=== Exercise ===
Your output should be each line from the material below that has the word "lane".

=== Records for the task ===
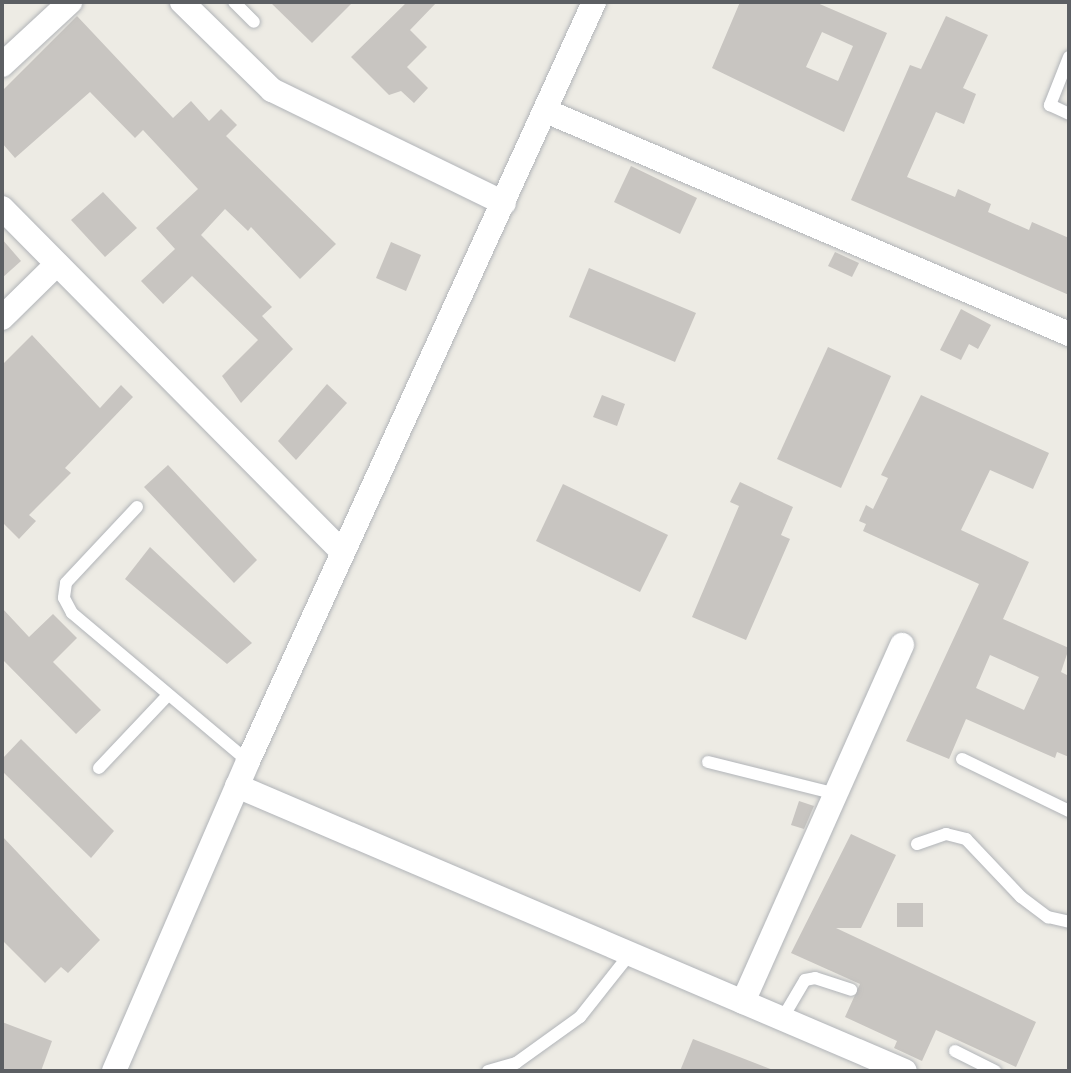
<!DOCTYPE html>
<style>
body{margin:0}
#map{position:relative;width:1071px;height:1073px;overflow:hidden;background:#edebe4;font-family:"Roboto Condensed",sans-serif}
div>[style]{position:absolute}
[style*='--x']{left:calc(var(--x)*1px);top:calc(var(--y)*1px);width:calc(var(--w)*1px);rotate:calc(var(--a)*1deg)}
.building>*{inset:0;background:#c8c5c1}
.roads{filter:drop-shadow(0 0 2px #b1b4b8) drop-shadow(0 0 2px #b1b4b8)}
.lane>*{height:12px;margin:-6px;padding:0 6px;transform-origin:6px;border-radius:6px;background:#fff}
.street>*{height:24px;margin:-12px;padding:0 12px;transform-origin:12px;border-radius:12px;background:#fff}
span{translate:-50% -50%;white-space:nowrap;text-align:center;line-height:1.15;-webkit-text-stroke:7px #fff;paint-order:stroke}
.frame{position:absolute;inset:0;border:4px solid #5c5f63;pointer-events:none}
</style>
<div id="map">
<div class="building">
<div style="clip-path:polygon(270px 2px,353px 2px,312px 43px)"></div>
<div style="clip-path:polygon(407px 2px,437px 2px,410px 30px,427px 47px,407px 67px,428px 88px,414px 103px,401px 91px,389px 95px,351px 57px)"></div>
<div style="clip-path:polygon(evenodd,740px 2px,815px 2px,887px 33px,844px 132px,712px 68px,740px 2px,822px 32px,853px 46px,838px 81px,806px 67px,822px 32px)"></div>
<div style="clip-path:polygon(77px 16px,173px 118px,191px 101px,209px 121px,221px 109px,237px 125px,226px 136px,336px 244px,300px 279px,251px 227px,248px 231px,225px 209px,201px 235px,272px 307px,262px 316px,293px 349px,241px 403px,222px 376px,258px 340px,192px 276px,163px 304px,141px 281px,175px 249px,156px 228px,198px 189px,143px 130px,135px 138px,90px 92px,15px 158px,2px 143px,2px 91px)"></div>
<div style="clip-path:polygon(946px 16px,988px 35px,963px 88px,976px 94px,964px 124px,936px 112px,907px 177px,955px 197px,958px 189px,991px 204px,988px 212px,1029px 230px,1032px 222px,1069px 238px,1069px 295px,851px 200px,910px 65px,921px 69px)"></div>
<div style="clip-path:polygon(631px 166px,697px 198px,680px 234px,614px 202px)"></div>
<div style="clip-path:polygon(103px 192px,137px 228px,105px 257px,71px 220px)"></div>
<div style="clip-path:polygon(2px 239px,21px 261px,2px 278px)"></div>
<div style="clip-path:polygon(391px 242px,421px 255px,406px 291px,376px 278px)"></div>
<div style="clip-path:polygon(835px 252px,859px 263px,852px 277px,828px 266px)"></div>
<div style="clip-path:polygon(589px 268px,696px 313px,675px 362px,569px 317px)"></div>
<div style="clip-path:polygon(961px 309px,991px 325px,978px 349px,969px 344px,961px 360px,940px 350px)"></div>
<div style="clip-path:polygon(32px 335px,100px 408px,121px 385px,133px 397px,65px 468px,71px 473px,29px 515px,36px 521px,19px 539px,2px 522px,2px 365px)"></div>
<div style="clip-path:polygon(828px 347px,891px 376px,841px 488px,777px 459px)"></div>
<div style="clip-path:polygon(327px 384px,347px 403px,296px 460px,278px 441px)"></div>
<div style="clip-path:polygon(602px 395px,625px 404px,617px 426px,593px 417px)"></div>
<div style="clip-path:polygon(evenodd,921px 395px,1049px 453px,1033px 489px,990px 470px,961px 530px,1029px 562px,1003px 619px,1069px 648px,1061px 672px,1069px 676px,1069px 757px,1057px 752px,1055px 758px,966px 719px,949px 759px,906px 741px,979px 584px,863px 531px,866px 524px,859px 521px,866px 505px,873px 509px,888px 478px,881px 475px,921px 395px,990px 655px,1039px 677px,1024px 710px,976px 688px,990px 655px)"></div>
<div style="clip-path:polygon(168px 465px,257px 560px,234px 583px,144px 487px)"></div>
<div style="clip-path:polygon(740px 482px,793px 507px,781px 535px,790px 539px,746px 640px,692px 617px,739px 506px,730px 502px)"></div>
<div style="clip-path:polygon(563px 484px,668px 535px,640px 592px,536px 541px)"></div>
<div style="clip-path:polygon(150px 547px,252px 643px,227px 664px,125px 579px)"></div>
<div style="clip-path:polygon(2px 608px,29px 637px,53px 614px,77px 638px,53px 662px,101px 710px,76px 734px,2px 659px)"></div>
<div style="clip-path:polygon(21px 739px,114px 831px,91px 858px,2px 771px,2px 759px)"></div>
<div style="clip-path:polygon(799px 801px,814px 806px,804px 829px,791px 825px)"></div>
<div style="clip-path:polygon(851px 834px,896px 855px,861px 928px,836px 928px,1036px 1022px,1016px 1067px,936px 1030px,922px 1061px,894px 1048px,897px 1041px,845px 1017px,860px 984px,791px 953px)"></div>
<div style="clip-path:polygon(2px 836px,100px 940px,68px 973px,61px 967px,45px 983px,2px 940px)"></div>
<div style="clip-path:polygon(897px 903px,923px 903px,923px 927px,897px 927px)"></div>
<div style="clip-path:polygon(2px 1022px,52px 1041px,41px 1071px,2px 1071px)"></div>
<div style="clip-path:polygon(693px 1039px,773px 1070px,772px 1071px,680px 1071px)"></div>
</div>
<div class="roads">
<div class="lane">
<div style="--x:234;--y:2;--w:28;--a:45"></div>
<div style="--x:1069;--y:57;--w:52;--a:111.6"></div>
<div style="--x:1050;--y:105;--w:21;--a:25"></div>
<div style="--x:137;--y:507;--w:104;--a:133.1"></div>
<div style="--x:66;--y:583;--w:15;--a:98"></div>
<div style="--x:64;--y:598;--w:17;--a:62"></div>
<div style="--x:72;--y:613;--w:230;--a:40.1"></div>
<div style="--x:962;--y:759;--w:119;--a:25.9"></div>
<div style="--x:708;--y:762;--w:132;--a:14"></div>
<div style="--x:99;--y:768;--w:100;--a:-46.6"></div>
<div style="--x:917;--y:844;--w:31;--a:-19"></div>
<div style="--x:946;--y:834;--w:21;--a:14"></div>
<div style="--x:966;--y:839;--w:80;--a:46.5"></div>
<div style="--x:1021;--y:897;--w:34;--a:37"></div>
<div style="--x:1048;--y:917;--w:22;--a:13"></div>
<div style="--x:782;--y:1019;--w:45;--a:-59.5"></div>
<div style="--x:805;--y:980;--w:10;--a:-11"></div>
<div style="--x:815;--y:978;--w:38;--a:18"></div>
<div style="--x:955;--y:1051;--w:45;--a:26.6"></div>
<div style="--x:488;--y:1071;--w:29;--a:-16"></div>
<div style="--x:516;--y:1063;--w:79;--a:-35.7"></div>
<div style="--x:580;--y:1017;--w:80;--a:-51.6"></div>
</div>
<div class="street">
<div style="--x:182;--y:2;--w:126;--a:44.4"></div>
<div style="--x:272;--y:90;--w:258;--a:26"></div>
<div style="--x:2;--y:65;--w:93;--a:-42.8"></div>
<div style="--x:546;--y:111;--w:569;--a:23.09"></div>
<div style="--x:2;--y:208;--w:484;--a:45.3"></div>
<div style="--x:2;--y:318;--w:77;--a:-44.5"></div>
<div style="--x:237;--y:786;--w:726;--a:23.11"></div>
<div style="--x:743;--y:1002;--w:391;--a:-66"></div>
<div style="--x:114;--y:1071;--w:338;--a:-66.6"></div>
<div style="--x:248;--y:761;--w:834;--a:-65.49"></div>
</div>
</div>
<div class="frame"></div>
</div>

=== Answer to this problem ===
.lane>*{height:12px;margin:-6px;padding:0 6px;transform-origin:6px;border-radius:6px;background:#fff}
<div class="lane">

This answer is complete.